Rispetto al bilanciamento, poi, sono stati fatti qui dei passi da gigante. Certo, le singole classi, soprattutto a causa dello skill tree ambnorme che presentano, non saranno mai bilanciate perfettamente. Ci sarà sempre una classe più forte, un meta più devastante, una combinazione di item più adatta di un’altra; ma fa tutto parte del gioco, e se non ci si sta attenti si rischia davvero di divertirsi senza porsi nemmeno il problema. D’altro canto, giocando in single player il gioco propone una sfida sempre all’altezza, sempre in linea con ciò che ci si aspetta in un gioco in cui l’obiettivo è distruggere la signora delle tenebre e i suoi eserciti. È vero che i problemi di bilanciamento si amplificano dentro alle aree destinate al PVP, ma non è niente che non si possa risolvere attraverso uno studio personale e approfondito della propria build, che è possibile raffinare anche rispetto agli scontri con altri giocatori.
Al di là di una campagna eccellente, appassionante e divertente come poche, sono però le secondarie che perdono un po’ il grip di un’esperienza altrimenti perfetta. Le fetch quest di Diablo IV sono per lo più tutte uguali, poco interessanti sul fronte narrativo e indirizzate sempre al semplice recupero di un’oggetto o l’uccisione di un mostro. Non che la storia principale ci porti a esplorare game design inediti per il franchise, ma quantomeno la narrativa che la accompagna ci spinge a voler vedere sempre di più. Qui succede raramente, come in quella missione in cui dobbiamo trovare il marito scomparso di un’ignara contadina, e lo ritroviamo appeso a un albero, senza la pelle, che chiede di nutrirsi di altra violenza. È un momento altissimo, sia per ritmo che per contesto narrativo, che tuttavia non trova sfogo in molti altri micro-racconti, relegati evidentemente agli autori junior dello studio, o – ancora peggio – a qualche programmatore. È un peccato perché il combat system, soddisfacente e carnale sia attraverso mouse e tastiera che attraverso un pad, ci fa infine perdonare un po’ tutto ciò che gli gravita attorno, continuando a ingaggiarci livello dopo livello, trovando del tedio – forse – soltanto a endgame inoltrato.

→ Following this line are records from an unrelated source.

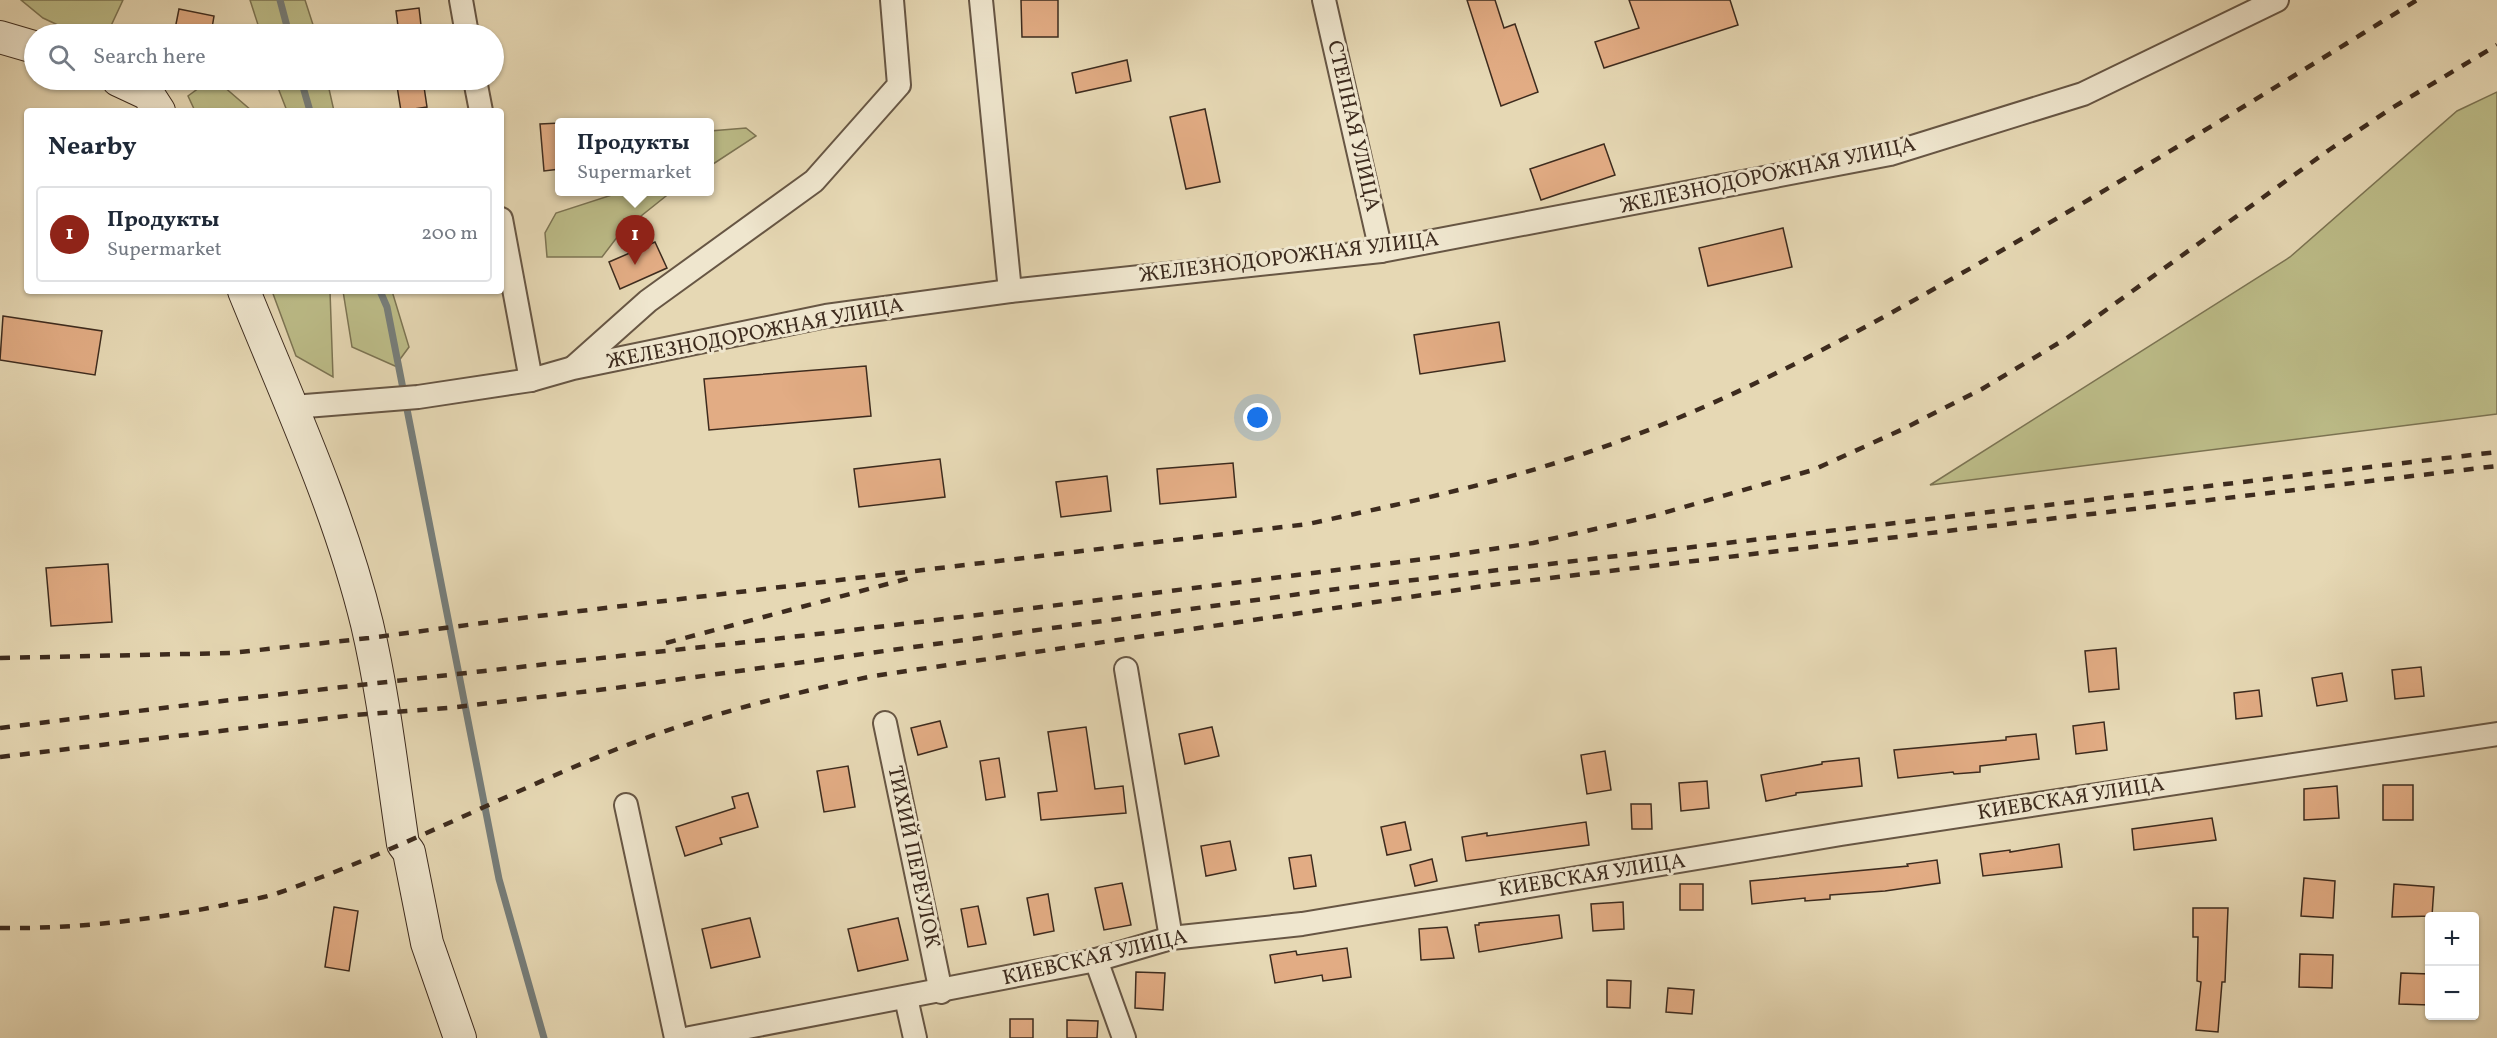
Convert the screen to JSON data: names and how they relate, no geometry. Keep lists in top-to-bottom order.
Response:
{
  "streets": {
    "street": [
      "СТЕПНАЯ УЛИЦА",
      "ЖЕЛЕЗНОДОРОЖНАЯ УЛИЦА",
      "КИЕВСКАЯ УЛИЦА",
      "ТИХИЙ ПЕРЕУЛОК"
    ]
  },
  "crossings": [
    ["СТЕПНАЯ УЛИЦА", "ЖЕЛЕЗНОДОРОЖНАЯ УЛИЦА"],
    ["КИЕВСКАЯ УЛИЦА", "ТИХИЙ ПЕРЕУЛОК"]
  ],
  "page": {
    "search": "Search here",
    "heading": "Nearby",
    "popup": ["Продукты", "Supermarket"],
    "list": [
      {
        "mark": "1",
        "name": "Продукты",
        "note": "Supermarket",
        "value": "200 m"
      }
    ],
    "pins": "1",
    "map_buttons": ["+", "−"]
  }
}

D’altronde quello che dovrete fare sarà sempre la stessa cosa: dirigiti nella zona, uccidi tutti, riscatta la ricompensa, migliora la build. È un game loop vecchio come il cucco, eppure capace ancora oggi di dar soddisfazione a chi riesce a farsi prendere da un meccanismo ripetitivo, ma capace di far passare le ore come minuti.
Grande lavoro anche sul fronte artistico: impressionante nella sua direzione, e nel come viene veicolato attraverso una tecnica a dir poco eccellente. Il mondo di Diablo IV e i personaggi che lo popolano sono estremamente convincenti, dettagliati, ricchi addirittura nelle loro animazioni. A memoria non mi viene in mente un prodotto dall’impostazione isometrica così curato su questo fronte, che sfoggia poi un impatto ancora più importante nelle cutscene: questa volta presentate addirittura in engine. È stato svolto un gran lavoro anche nell’ottimizzazione. Sul mio i9 10850k, RTX 4090 e 64Gb di ram il gioco vola in 4K, con tutto a ultra a circa 180 fotogrammi al secondo; ma non solo, anche su Steam Deck, su cui con molta fatica sono riuscito a installare Battle.Net, il gioco si difende più che bene, girando a una qualità dignitosa a quaranta fotogrammi al secondo, con una certa stabilità. L’abbiamo poi provato sia con una RTX 4070, che addirittura con una GTX 1070, potendo giocare serenamente con tutto al massimo in full HD in entrambi i casi.
Avendo giocato un po’ anche a Diablo Immortal, il discusso free to play mobile della saga, posso definirmi contento anche degli acquisti in game. Certo, la giocata di vendere a prezzo maggiorato un’edizione che dava la possibilità di iniziare con quattro giorni d’anticipo l’avventura non è stata la più raffinata delle trovate, ma quantomeno lo shop – attraverso cui è possibile comprare equipaggiamento e skin con soldi veri – non è così predatorio. Almeno, per ora. Su Immortal durante una singola partita la quantità di pop-up e suggerimenti in merito è scandalosa, e figlia di un sistema economico legato a una tipologia di videogioco che voglio veder sparire nei prossimi anni; su Diablo IV invece lo shop è quasi nascosto, dentro a un sotto menù della schermata principale. Ci sarà comunque chi comprerà a più non posso tutto ciò che offrono le stagioni, ma quantomeno – a oggi – Blizzard non insiste più di tanto.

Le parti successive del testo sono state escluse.